- Records to use -
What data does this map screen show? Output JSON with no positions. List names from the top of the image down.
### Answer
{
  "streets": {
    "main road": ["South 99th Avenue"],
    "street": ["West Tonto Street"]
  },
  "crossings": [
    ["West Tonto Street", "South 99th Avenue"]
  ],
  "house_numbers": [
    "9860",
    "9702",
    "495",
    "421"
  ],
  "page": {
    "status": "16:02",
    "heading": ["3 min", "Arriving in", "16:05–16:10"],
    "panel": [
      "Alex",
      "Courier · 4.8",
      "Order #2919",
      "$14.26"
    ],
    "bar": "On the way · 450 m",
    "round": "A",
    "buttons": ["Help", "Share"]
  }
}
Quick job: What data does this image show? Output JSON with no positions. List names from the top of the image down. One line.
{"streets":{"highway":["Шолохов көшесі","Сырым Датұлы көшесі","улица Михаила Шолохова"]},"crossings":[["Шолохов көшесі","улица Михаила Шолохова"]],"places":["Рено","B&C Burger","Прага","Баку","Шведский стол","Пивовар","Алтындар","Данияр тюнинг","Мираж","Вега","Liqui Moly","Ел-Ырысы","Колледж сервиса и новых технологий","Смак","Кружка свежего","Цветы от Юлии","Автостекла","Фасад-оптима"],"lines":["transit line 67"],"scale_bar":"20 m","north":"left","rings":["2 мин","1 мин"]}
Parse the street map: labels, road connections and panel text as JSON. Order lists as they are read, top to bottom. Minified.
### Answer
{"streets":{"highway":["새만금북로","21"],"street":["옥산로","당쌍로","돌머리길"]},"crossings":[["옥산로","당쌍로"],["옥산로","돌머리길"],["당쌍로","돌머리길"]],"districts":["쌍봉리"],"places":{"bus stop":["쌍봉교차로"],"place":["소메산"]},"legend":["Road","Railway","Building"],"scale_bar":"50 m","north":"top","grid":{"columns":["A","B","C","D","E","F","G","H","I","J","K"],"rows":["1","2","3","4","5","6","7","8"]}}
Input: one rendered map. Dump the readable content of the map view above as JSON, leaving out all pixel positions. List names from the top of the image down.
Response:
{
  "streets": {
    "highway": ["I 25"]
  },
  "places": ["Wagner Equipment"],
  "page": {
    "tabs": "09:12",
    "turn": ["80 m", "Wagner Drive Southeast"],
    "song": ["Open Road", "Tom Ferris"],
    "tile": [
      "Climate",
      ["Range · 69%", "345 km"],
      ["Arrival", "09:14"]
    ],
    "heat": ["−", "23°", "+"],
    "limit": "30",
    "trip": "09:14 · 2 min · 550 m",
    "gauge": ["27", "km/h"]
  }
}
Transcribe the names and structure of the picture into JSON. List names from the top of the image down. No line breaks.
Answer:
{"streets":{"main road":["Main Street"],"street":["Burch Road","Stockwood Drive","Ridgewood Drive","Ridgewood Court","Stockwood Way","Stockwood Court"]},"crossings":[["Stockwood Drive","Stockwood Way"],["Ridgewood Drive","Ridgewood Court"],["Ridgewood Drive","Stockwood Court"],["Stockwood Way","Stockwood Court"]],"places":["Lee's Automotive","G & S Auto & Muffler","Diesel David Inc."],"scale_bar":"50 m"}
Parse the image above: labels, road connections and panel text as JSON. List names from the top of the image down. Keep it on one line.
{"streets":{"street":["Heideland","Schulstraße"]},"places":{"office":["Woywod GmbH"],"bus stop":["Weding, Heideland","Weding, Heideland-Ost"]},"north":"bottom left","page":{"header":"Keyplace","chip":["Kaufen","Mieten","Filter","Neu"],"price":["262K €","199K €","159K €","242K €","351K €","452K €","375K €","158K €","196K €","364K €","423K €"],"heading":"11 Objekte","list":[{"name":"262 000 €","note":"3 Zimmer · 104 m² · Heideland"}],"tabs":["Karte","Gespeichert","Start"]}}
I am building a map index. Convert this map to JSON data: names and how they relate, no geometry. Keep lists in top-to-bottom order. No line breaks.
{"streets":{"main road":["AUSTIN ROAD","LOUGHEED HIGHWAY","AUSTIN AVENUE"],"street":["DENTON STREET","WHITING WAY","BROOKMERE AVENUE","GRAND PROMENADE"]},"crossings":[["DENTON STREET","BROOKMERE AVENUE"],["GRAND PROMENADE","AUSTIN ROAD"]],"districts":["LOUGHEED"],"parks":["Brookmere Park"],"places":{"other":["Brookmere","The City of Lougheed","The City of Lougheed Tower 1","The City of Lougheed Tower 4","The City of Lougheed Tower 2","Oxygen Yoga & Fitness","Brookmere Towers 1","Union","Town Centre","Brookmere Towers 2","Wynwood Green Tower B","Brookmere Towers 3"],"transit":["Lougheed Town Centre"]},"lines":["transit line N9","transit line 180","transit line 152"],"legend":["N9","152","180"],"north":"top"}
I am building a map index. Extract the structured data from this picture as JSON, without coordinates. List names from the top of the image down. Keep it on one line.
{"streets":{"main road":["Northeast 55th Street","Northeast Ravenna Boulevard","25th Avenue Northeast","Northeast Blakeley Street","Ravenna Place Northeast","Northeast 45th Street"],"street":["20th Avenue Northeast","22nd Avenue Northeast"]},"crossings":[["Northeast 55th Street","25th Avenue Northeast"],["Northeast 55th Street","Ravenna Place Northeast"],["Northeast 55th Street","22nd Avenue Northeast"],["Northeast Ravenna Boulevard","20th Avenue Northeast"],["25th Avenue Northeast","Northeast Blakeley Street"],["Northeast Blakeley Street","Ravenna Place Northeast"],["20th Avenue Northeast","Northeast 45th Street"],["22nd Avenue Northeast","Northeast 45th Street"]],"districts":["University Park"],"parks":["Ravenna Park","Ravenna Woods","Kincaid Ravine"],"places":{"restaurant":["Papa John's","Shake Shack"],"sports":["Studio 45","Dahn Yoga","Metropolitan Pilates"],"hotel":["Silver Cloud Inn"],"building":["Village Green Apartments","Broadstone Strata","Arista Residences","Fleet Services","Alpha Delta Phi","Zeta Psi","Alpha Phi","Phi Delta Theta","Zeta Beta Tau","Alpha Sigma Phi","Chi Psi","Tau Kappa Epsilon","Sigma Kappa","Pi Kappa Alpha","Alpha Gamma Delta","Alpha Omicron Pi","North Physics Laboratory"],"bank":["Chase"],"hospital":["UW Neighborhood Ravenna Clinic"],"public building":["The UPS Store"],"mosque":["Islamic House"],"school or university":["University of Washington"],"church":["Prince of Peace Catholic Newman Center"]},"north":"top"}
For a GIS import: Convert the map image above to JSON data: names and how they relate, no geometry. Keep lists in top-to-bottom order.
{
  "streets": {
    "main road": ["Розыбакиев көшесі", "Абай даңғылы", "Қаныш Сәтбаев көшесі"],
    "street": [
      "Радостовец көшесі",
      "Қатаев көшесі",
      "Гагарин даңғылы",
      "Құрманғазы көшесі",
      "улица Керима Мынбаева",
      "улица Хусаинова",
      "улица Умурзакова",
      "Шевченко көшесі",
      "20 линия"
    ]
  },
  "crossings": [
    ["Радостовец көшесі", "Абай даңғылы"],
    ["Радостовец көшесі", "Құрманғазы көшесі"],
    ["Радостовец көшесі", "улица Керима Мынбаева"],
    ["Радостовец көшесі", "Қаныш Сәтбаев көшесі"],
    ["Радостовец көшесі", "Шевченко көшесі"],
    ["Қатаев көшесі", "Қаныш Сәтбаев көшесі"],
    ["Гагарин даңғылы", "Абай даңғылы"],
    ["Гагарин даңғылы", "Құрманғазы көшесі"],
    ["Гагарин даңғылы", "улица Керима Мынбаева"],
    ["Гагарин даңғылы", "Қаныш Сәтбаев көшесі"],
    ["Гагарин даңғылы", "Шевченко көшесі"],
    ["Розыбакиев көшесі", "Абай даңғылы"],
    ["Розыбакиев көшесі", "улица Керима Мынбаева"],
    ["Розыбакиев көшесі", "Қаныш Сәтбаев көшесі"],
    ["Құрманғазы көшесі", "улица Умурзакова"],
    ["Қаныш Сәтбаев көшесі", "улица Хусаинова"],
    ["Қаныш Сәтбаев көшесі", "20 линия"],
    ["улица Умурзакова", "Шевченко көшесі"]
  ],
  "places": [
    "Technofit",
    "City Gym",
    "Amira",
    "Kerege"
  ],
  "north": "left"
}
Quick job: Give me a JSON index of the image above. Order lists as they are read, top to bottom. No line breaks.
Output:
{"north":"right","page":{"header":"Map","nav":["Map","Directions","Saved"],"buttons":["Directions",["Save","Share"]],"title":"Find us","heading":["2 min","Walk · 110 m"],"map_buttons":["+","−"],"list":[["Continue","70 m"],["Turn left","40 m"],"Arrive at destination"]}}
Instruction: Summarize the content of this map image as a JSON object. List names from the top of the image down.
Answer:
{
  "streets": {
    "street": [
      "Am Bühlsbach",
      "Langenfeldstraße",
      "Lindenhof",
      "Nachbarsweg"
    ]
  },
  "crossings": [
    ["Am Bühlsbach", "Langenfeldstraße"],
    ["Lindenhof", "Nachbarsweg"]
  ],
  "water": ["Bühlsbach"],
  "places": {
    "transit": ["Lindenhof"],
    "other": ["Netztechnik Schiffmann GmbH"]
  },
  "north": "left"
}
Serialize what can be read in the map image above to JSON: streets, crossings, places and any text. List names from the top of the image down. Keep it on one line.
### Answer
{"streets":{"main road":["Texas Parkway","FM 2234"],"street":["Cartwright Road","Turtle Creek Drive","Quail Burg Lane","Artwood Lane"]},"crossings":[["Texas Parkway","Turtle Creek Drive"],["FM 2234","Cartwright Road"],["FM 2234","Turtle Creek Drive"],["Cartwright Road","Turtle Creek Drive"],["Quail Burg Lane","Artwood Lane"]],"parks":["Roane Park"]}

- Exercise directions -
From the records above, transcribe exactly the run of lines that opens with the line holding "Parse the street" and closes with the line holding "Transcribe the names", both included.

- Response area -
Parse the street map: labels, road connections and panel text as JSON. Order lists as they are read, top to bottom. Minified.
### Answer
{"streets":{"highway":["새만금북로","21"],"street":["옥산로","당쌍로","돌머리길"]},"crossings":[["옥산로","당쌍로"],["옥산로","돌머리길"],["당쌍로","돌머리길"]],"districts":["쌍봉리"],"places":{"bus stop":["쌍봉교차로"],"place":["소메산"]},"legend":["Road","Railway","Building"],"scale_bar":"50 m","north":"top","grid":{"columns":["A","B","C","D","E","F","G","H","I","J","K"],"rows":["1","2","3","4","5","6","7","8"]}}
Input: one rendered map. Dump the readable content of the map view above as JSON, leaving out all pixel positions. List names from the top of the image down.
Response:
{
  "streets": {
    "highway": ["I 25"]
  },
  "places": ["Wagner Equipment"],
  "page": {
    "tabs": "09:12",
    "turn": ["80 m", "Wagner Drive Southeast"],
    "song": ["Open Road", "Tom Ferris"],
    "tile": [
      "Climate",
      ["Range · 69%", "345 km"],
      ["Arrival", "09:14"]
    ],
    "heat": ["−", "23°", "+"],
    "limit": "30",
    "trip": "09:14 · 2 min · 550 m",
    "gauge": ["27", "km/h"]
  }
}
Transcribe the names and structure of the picture into JSON. List names from the top of the image down. No line breaks.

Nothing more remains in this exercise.